**WORK ORDER**
Exactly the lines from the start of the data through the line containing "filter:drop-shadow(0 0 2px" should be output, with both ends kept and nothing added.

====== SOURCE INFORMATION

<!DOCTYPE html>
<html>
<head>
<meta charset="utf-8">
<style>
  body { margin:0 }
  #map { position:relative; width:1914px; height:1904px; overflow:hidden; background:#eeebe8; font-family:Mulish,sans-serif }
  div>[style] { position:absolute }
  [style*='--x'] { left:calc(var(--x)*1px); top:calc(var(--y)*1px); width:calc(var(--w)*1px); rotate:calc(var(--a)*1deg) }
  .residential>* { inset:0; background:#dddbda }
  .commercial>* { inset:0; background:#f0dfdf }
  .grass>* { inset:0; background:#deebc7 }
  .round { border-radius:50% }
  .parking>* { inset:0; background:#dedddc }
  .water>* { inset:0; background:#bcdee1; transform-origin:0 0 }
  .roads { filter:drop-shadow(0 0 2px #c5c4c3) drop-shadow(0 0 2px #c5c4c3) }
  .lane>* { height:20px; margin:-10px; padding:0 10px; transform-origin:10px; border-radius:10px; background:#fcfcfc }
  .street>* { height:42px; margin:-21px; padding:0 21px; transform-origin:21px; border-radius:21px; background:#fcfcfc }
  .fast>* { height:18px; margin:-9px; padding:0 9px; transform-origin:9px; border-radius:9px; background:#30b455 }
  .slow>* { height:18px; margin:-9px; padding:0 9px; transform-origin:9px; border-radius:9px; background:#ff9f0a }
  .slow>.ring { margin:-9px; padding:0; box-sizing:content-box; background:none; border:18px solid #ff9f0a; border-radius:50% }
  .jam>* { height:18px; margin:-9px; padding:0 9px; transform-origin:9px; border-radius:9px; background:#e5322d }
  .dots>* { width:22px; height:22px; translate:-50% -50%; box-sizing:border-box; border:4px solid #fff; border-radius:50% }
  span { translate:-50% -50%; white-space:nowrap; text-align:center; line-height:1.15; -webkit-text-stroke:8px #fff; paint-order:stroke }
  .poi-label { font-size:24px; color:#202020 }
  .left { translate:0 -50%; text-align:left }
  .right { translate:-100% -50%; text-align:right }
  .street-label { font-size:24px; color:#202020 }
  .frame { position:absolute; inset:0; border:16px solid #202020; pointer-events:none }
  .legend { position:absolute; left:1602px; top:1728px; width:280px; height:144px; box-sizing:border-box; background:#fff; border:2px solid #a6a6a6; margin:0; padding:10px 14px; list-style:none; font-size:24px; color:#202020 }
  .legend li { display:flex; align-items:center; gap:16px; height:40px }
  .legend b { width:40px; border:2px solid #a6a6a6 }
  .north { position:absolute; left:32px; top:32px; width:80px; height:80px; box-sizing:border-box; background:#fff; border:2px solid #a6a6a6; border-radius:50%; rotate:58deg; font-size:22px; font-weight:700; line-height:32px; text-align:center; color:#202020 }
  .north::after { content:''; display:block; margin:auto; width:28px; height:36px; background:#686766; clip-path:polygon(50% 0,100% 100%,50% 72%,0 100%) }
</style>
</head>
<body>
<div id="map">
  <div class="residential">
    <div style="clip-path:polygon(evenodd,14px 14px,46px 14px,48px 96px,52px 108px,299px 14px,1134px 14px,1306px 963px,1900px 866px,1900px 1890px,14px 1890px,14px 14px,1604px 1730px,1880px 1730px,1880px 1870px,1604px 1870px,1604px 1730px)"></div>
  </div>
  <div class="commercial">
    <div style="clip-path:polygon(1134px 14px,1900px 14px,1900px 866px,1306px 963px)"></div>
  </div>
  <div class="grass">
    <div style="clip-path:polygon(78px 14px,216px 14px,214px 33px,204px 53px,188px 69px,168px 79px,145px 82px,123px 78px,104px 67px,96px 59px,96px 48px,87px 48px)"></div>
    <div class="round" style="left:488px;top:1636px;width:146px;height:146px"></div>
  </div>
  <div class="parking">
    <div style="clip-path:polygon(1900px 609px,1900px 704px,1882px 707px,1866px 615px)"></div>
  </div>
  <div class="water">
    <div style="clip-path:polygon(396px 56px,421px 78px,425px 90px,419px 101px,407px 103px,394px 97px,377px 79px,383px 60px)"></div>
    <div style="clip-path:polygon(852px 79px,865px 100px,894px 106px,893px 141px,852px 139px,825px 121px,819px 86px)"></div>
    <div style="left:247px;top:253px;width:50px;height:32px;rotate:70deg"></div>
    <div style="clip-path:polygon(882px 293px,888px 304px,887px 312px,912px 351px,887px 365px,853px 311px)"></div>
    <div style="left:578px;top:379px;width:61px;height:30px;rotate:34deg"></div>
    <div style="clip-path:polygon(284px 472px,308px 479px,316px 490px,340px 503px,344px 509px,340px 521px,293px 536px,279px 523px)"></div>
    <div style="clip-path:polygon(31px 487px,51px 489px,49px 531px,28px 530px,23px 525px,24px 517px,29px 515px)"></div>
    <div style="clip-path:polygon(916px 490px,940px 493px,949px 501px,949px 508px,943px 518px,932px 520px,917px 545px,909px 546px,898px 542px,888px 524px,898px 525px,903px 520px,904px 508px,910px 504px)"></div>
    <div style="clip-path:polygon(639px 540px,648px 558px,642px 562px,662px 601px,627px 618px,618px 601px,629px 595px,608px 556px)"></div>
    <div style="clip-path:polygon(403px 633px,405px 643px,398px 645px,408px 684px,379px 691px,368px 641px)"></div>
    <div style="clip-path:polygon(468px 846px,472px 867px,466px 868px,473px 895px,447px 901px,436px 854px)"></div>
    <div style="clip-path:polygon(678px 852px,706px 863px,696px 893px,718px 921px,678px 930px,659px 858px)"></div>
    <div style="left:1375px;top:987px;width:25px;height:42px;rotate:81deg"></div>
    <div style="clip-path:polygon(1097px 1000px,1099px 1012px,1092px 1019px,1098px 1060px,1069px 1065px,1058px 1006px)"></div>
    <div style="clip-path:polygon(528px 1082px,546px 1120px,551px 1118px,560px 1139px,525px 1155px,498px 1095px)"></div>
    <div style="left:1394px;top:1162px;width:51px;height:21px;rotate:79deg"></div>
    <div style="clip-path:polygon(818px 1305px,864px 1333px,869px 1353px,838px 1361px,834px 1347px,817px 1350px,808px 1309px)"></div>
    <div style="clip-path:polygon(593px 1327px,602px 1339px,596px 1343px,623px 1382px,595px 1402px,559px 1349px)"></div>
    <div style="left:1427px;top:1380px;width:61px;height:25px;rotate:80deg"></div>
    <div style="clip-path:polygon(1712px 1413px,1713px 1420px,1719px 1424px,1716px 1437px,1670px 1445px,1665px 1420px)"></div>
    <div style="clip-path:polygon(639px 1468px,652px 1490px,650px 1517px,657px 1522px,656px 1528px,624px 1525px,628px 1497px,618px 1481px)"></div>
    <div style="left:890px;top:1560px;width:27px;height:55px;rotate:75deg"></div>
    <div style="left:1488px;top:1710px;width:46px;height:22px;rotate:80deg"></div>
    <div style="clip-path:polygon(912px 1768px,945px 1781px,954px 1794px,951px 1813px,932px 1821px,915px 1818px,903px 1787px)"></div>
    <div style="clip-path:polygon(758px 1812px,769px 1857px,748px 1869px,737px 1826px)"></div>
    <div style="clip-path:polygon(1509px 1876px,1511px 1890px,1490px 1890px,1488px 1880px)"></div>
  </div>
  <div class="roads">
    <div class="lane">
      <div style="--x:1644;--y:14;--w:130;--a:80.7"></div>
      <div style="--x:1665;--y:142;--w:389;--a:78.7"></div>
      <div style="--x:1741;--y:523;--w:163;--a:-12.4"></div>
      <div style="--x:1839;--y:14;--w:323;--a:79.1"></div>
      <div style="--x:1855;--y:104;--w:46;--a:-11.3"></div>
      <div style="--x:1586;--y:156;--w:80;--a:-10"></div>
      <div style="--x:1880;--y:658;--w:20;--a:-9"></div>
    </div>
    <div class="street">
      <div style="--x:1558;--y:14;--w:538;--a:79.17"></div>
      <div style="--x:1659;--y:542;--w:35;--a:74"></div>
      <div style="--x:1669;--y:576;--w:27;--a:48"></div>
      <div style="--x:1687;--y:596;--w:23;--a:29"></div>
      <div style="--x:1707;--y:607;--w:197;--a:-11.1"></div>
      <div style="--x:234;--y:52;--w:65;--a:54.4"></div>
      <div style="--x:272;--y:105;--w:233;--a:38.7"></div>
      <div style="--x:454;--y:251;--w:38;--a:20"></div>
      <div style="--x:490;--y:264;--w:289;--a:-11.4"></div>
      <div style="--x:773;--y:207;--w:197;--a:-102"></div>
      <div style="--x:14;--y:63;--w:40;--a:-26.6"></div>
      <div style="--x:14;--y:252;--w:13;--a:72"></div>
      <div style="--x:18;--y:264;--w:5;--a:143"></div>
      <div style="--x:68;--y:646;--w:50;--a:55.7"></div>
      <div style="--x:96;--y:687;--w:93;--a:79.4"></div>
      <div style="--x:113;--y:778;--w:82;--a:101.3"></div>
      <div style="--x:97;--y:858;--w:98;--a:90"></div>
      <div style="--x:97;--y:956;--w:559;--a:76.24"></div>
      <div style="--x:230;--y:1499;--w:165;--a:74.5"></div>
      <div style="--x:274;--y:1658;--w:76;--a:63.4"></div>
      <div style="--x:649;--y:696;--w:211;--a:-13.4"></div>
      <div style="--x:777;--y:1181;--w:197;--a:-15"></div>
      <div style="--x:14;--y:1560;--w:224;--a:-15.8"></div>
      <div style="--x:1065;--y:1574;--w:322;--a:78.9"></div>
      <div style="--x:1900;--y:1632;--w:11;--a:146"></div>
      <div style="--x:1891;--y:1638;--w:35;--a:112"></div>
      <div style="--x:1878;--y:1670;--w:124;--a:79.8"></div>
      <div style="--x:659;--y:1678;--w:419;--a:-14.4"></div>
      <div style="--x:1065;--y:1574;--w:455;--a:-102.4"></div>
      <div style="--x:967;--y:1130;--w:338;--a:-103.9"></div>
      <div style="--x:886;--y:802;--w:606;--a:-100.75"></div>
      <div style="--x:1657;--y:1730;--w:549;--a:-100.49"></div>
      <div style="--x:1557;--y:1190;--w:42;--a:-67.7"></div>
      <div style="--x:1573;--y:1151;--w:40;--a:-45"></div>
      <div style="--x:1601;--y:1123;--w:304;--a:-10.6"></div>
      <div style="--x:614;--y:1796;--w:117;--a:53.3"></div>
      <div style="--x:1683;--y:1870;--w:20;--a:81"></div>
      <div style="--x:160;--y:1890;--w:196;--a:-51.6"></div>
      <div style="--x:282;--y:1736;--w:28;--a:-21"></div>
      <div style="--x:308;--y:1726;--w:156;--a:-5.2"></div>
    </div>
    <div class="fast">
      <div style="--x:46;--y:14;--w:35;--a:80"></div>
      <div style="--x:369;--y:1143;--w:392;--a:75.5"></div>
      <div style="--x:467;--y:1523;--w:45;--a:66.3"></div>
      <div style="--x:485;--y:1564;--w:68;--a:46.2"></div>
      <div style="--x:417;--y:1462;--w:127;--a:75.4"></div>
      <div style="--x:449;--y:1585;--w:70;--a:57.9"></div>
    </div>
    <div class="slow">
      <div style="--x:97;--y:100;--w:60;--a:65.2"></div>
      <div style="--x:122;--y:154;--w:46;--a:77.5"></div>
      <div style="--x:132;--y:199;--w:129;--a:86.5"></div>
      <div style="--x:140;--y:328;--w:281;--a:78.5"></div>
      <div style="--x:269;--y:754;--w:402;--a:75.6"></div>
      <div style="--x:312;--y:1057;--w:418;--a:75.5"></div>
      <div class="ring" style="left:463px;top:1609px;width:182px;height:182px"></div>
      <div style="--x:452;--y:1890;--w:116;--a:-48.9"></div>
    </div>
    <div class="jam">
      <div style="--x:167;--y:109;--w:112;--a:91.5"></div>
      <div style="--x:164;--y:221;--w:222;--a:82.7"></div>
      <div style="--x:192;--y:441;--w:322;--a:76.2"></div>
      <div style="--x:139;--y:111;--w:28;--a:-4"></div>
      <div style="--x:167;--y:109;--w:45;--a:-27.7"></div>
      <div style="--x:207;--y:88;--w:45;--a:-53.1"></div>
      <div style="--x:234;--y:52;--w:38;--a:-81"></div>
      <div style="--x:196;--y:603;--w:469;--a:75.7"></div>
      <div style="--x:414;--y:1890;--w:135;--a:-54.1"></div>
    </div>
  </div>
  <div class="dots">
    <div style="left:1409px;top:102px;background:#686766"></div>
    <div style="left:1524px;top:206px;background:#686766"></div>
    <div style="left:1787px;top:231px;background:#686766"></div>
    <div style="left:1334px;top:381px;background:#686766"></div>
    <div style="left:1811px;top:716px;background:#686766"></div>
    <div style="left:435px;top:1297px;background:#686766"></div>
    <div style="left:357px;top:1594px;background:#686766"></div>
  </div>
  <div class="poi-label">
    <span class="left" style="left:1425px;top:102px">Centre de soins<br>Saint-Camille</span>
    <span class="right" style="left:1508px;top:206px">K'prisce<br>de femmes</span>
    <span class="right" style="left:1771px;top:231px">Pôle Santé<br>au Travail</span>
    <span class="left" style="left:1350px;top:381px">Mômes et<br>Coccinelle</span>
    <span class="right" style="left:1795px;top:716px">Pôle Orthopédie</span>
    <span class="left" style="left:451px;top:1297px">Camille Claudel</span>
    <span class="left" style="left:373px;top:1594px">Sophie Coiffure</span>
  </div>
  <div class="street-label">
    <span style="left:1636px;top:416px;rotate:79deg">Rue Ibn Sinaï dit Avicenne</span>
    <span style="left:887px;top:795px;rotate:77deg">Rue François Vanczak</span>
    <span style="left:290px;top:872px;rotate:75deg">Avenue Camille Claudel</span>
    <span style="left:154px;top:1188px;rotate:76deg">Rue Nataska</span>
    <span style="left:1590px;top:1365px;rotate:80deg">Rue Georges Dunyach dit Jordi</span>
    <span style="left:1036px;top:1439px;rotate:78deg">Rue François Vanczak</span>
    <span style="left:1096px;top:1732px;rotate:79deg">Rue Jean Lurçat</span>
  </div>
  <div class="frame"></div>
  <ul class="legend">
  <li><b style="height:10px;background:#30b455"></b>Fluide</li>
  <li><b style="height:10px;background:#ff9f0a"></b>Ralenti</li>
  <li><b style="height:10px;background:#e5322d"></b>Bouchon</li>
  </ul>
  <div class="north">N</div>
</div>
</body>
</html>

============

**ANSWER SECTION**
<!DOCTYPE html>
<html>
<head>
<meta charset="utf-8">
<style>
  body { margin:0 }
  #map { position:relative; width:1914px; height:1904px; overflow:hidden; background:#eeebe8; font-family:Mulish,sans-serif }
  div>[style] { position:absolute }
  [style*='--x'] { left:calc(var(--x)*1px); top:calc(var(--y)*1px); width:calc(var(--w)*1px); rotate:calc(var(--a)*1deg) }
  .residential>* { inset:0; background:#dddbda }
  .commercial>* { inset:0; background:#f0dfdf }
  .grass>* { inset:0; background:#deebc7 }
  .round { border-radius:50% }
  .parking>* { inset:0; background:#dedddc }
  .water>* { inset:0; background:#bcdee1; transform-origin:0 0 }
  .roads { filter:drop-shadow(0 0 2px #c5c4c3) drop-shadow(0 0 2px #c5c4c3) }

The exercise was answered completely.